(MATERIAL TO PROCESS begins)

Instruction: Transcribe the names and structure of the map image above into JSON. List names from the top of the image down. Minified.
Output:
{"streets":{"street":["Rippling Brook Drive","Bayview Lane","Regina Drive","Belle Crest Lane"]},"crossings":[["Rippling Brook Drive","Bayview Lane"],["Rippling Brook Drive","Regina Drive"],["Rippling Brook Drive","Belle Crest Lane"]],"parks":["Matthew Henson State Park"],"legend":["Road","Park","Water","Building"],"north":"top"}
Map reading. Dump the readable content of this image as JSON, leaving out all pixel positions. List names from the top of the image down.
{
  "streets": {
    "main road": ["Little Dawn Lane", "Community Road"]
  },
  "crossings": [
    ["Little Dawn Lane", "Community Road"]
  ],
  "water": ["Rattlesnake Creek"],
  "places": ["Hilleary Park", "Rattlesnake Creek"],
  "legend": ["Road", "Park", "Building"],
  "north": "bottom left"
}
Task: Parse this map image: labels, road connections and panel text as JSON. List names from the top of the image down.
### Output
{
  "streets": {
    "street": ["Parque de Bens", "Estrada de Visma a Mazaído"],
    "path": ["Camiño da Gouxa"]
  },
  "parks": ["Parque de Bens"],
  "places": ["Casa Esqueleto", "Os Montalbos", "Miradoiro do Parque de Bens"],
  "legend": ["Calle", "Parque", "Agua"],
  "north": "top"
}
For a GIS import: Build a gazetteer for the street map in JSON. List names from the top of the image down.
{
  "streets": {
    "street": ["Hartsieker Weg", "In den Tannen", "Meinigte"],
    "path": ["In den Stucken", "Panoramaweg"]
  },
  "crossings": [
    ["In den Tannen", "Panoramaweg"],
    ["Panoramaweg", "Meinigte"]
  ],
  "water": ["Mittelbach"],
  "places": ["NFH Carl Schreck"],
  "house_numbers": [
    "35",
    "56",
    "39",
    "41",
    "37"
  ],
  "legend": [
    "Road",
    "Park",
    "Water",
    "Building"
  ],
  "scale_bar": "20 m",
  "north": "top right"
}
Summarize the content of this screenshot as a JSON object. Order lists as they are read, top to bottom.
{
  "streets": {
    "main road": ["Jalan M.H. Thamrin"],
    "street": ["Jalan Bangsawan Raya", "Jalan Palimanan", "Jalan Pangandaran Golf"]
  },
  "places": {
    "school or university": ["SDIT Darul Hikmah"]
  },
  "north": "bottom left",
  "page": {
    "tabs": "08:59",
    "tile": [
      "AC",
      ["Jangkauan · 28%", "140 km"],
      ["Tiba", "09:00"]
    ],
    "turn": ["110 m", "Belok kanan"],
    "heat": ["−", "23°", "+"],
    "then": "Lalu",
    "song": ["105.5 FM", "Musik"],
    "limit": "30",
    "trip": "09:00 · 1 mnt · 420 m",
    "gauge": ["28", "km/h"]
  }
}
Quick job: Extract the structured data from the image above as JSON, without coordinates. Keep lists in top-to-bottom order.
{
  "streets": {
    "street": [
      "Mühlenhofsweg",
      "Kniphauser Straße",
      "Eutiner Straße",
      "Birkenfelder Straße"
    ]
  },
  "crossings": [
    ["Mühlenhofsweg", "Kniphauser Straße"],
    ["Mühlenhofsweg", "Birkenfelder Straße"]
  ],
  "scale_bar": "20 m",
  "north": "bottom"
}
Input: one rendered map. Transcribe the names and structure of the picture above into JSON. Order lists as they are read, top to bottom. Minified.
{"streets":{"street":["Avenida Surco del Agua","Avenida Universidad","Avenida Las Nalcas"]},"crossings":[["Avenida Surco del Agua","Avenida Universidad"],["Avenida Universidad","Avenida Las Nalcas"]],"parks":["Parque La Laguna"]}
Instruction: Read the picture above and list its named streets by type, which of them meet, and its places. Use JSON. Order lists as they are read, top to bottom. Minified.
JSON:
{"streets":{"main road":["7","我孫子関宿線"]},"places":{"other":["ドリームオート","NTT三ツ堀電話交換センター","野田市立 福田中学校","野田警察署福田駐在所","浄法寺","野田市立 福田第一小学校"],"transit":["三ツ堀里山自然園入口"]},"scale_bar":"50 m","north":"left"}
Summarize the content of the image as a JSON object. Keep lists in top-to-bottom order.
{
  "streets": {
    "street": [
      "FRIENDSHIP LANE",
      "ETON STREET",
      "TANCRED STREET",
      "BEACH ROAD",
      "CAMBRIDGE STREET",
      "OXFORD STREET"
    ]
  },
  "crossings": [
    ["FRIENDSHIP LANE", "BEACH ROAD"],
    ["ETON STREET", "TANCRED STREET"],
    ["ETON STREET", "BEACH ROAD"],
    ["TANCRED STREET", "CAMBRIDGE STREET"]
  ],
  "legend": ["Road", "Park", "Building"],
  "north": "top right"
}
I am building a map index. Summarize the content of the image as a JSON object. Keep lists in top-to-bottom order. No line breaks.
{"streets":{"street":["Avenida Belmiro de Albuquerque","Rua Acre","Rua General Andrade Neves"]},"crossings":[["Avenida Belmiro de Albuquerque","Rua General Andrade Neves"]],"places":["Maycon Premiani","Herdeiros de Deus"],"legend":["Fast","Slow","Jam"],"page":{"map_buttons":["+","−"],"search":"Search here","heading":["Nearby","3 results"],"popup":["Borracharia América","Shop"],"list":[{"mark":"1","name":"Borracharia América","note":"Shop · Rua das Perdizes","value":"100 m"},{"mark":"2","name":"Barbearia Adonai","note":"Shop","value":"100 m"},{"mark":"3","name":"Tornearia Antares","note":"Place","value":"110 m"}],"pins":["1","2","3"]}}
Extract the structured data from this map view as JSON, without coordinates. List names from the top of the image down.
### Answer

(MATERIAL TO PROCESS ends)

TASK ITEM
Whenever the string "Instruction" occurs in a line of the entries above, copy that line.

EXERCISE SOLUTION
Instruction: Transcribe the names and structure of the map image above into JSON. List names from the top of the image down. Minified.
Instruction: Read the picture above and list its named streets by type, which of them meet, and its places. Use JSON. Order lists as they are read, top to bottom. Minified.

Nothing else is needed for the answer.